Ce fondement est néanmoins contestable. La large publicité des données —indépendamment de la quantité de données traitées—ne devrait-elle pas exclure par définition l’application du droit au respect de la vie privée ? De plus, l’application de l’article 8 au cas d’espèce semble être justifiée non par la publicité des données mais par le traitement de masse dont elles font l’objet, données concernant une grande partie de la population finlandaise. Le préjudice résulte donc moins d’une atteinte à la vie privée que d’une atteinte à la protection des données personnelles. La référence à la vie privée ne constitue peut-être qu’un fondement alternatif au droit à la protection des données qui semble guider le raisonnement de la Cour de manière officieuse.
B. Les traces d’une autonomisation croissante d’un droit à la protection des données personnelles
De l’arrêt commenté, on peut extraire quelques indices allant dans le sens d’une consécration d’un droit autonome. Tout d’abord, la Cour fait référence au nouveau règlement européen sur la protection des données (2016/679) pour interpréter les droits contradictoires concernés. La prise en compte de cette source exogène n’est pas anodine puisque le règlement qualifie explicitement le droit à la protection des données de « droit fondamental »[9].
Ensuite, la Cour fait référence à « la liberté d’expression et (au) droit au respect de la vie privée tels que les consacre la législation interne sur la protection des données » (point 122 de l’arrêt) mais aussi à l’article 8 de la Convention « dans le contexte particulier de la protection des données » (même paragraphe). Cette motivation constitue peut-être le signe d’une distinction opérée par la Cour entre droit au respect de la vie privée et droit à la protection des données. L’article 8 de la Convention ne constituerait alors qu’un fondement alternatif.
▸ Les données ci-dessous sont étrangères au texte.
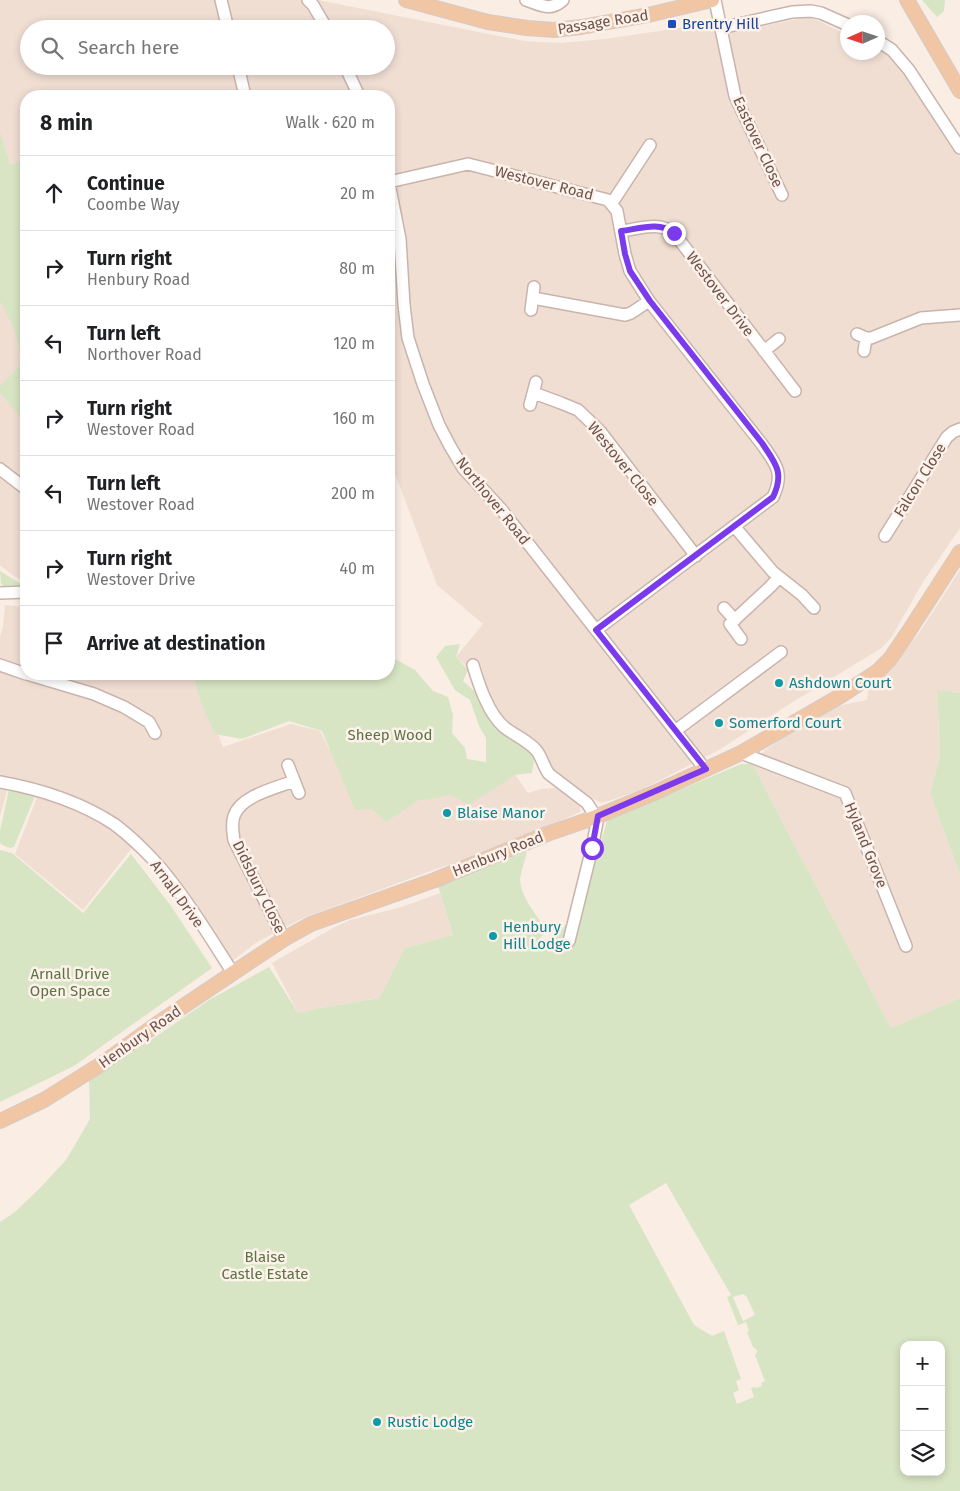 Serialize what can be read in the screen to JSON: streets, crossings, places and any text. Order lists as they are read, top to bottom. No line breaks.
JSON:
{"streets":{"main road":["Passage Road","Henbury Road"],"street":["Eastover Close","Westover Road","Westover Drive","Westover Close","Falcon Close","Northover Road","Hyland Grove","Didsbury Close","Arnall Drive"]},"crossings":[["Passage Road","Eastover Close"],["Westover Road","Westover Drive"],["Westover Road","Westover Close"],["Westover Road","Northover Road"],["Northover Road","Henbury Road"],["Hyland Grove","Henbury Road"],["Henbury Road","Didsbury Close"],["Henbury Road","Arnall Drive"]],"parks":["Sheep Wood","Arnall Drive Open Space","Blaise Castle Estate"],"places":{"transit":["Brentry Hill"],"other":["Ashdown Court","Somerford Court","Blaise Manor","Henbury Hill Lodge","Rustic Lodge"]},"north":"left","page":{"search":"Search here","heading":["8 min","Walk · 620 m"],"list":[["Continue","Coombe Way","20 m"],["Turn right","Henbury Road","80 m"],["Turn left","Northover Road","120 m"],["Turn right","Westover Road","160 m"],["Turn left","Westover Road","200 m"],["Turn right","Westover Drive","40 m"],"Arrive at destination"],"map_buttons":["+","−"]}} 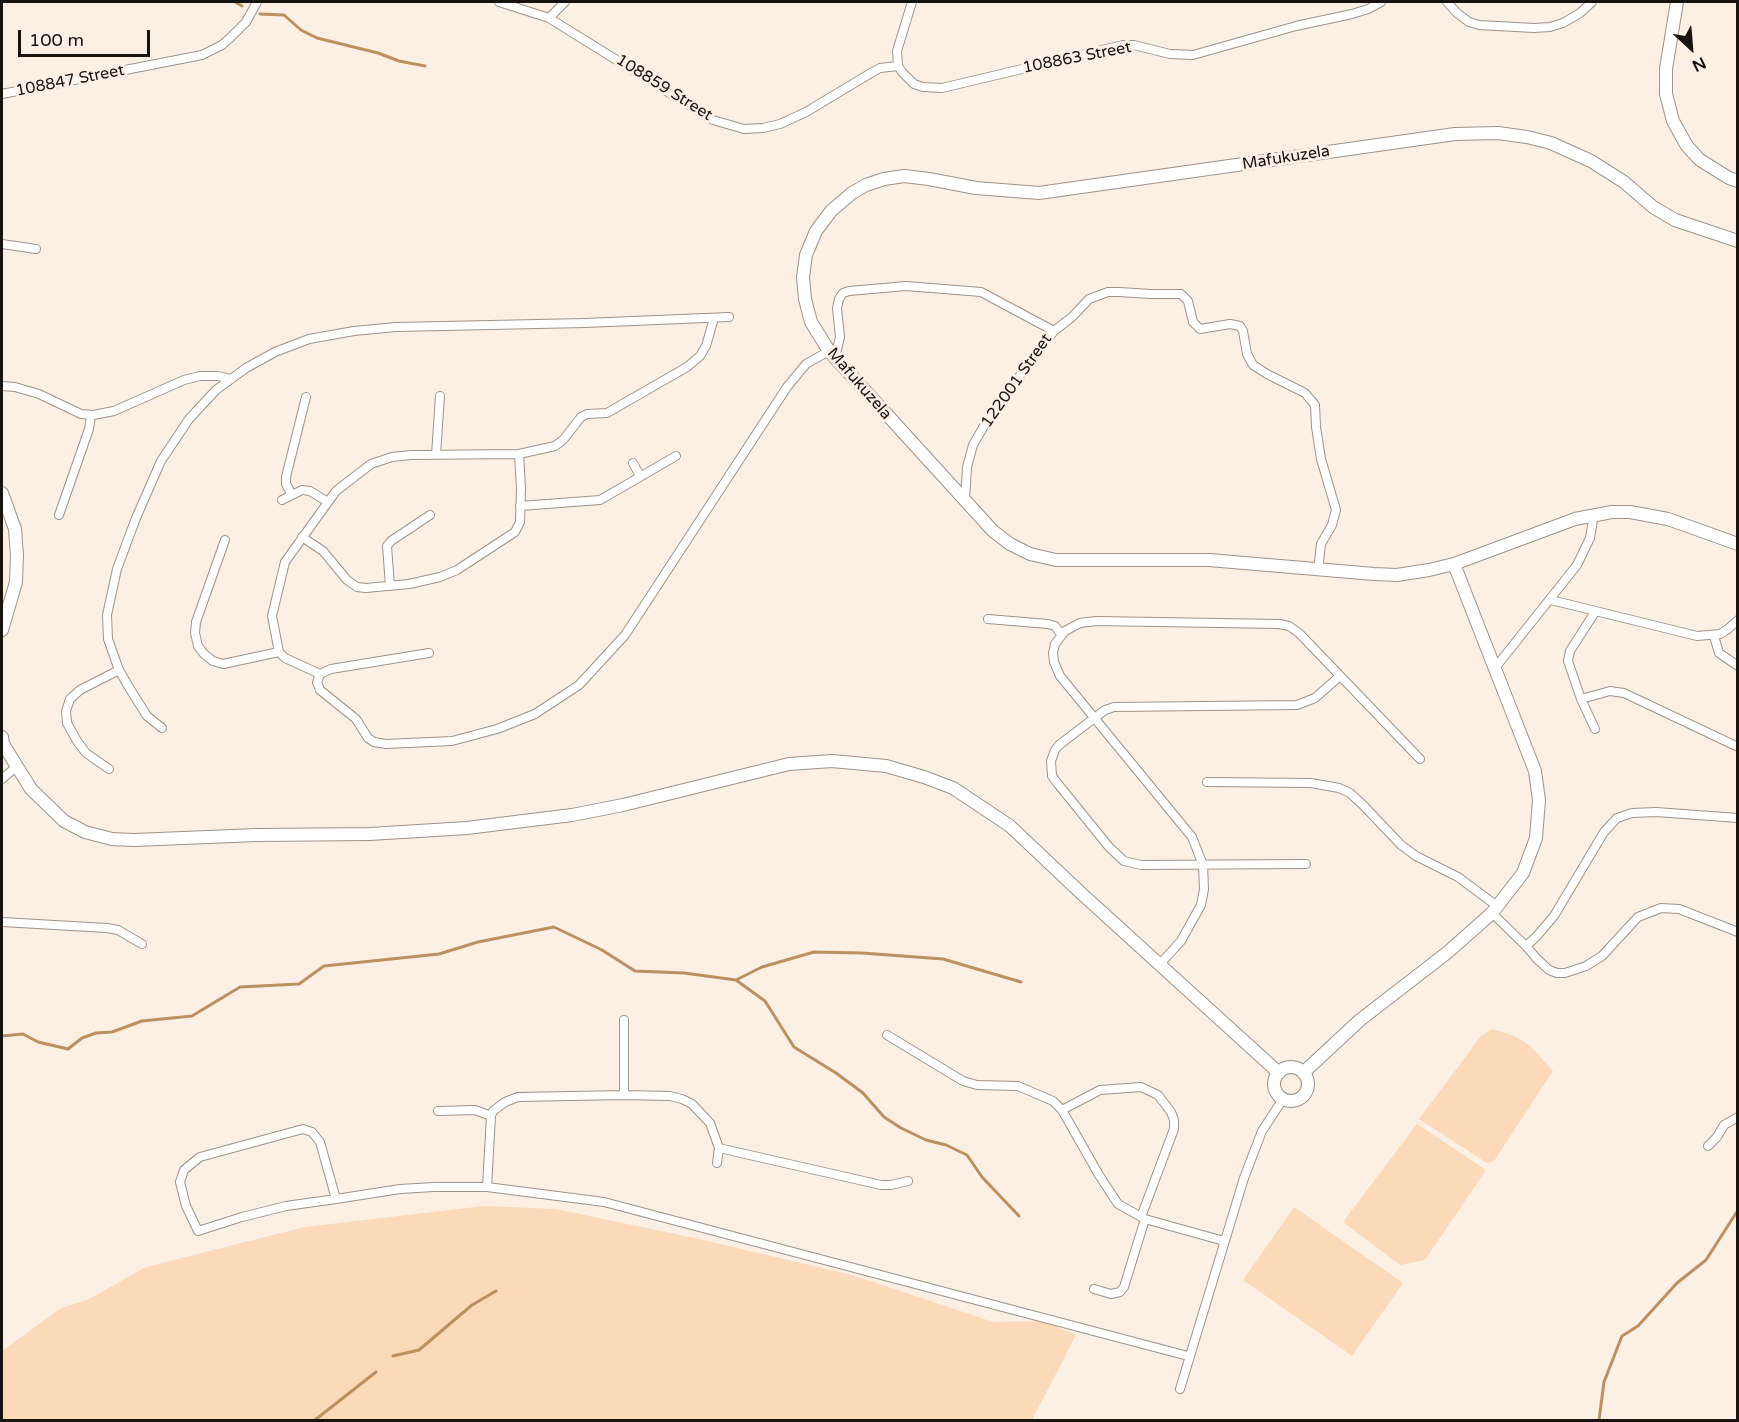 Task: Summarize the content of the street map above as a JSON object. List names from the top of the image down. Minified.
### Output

Enfin, la Cour trace les contours de ce droit naissant, lui donnant une indiscutable consistance. En l’espèce, les données traitées ont été utilisées dans des circonstances excédant ce à quoi les intéressés peuvent raisonnablement s’attendre. En somme, il s’agit de ne pas porter atteinte au noyau dur de ce droit fondamental en émergence, résultat de l’interprétation des droits fondamentaux traditionnels au regard d’un contexte renouvelé.
Notes de bas de page
- CEDH, Grande Chambre, 4 décembre 2008, S. et Marper c. Royaume-Uni, n° 30562/04 et 30566/04, CE:ECHR:2008:1204JUD003056204, § 66.
- CEDH, 16 décembre 1992, Niemietz c/Allemagne, n°13710/88, CE:ECHR:1992:1216JUD001371088. CEDH, 26 mars 1985, X. et Y. c. Pays-Bas, n° no 8978/80, CE:ECHR:1985:0326JUD000897880.
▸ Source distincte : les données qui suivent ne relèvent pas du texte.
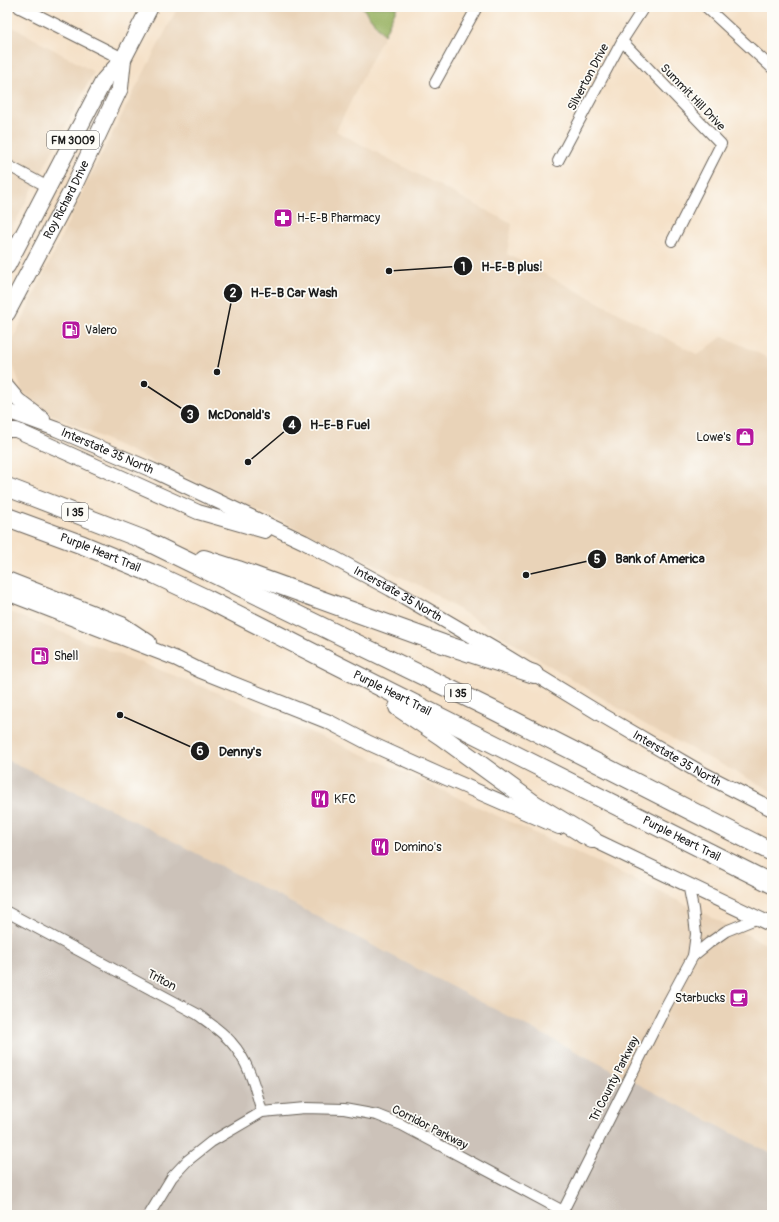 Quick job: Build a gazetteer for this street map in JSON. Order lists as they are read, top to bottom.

- CEDH, 16 décembre 1992, Niemietz c. Allemagne, (cf supra), § 29.
- GUSY C., « La théorie des sphères », ANJC, 2002, pp. 467-484.
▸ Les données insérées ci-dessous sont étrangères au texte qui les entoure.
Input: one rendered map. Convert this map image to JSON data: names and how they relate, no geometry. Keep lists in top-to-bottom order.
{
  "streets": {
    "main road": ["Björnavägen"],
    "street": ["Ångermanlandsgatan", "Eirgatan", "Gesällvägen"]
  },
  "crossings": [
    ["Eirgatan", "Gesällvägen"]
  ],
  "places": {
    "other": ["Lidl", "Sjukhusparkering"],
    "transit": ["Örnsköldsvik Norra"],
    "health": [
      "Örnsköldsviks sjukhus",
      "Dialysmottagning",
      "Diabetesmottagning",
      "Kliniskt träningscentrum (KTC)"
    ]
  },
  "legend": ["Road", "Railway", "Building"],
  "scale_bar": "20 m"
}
- Cette exception concernant les activités de journalisme trouve son origine dans la directive 95/46/CE du Parlement européen et du Conseil.
- Dans l’affaire CEDH, 1979, Airey c. Irlande, n° 6289/73, CE:ECHR:1979:1009JUD000628973, la Cour a explicitement affirmé que la Convention « doit se lire à la lumière des conditions de vie d’aujourd’hui ».
- La Cour européenne des droits de l’homme estime que la simple collecte et mémorisation de données constitue une ingérence au sens de l’article 8 de la Convention européenne des droits de l’homme protégeant la vie privée : CEDH, 26 mars 1987, Leander c/ Suède, req n° 9248/81, CE:ECHR:1987:0326JUD000924881, § 48 .
- Quatrième point du règlement : « Le traitement des données à caractère personnel devrait être conçu pour servir l'humanité. Le droit à la protection des données à caractère personnel n'est pas un droit absolu ; il doit être considéré par rapport à sa fonction dans la société et être mis en balance avec d'autres droits fondamentaux, conformément au principe de proportionnalité ».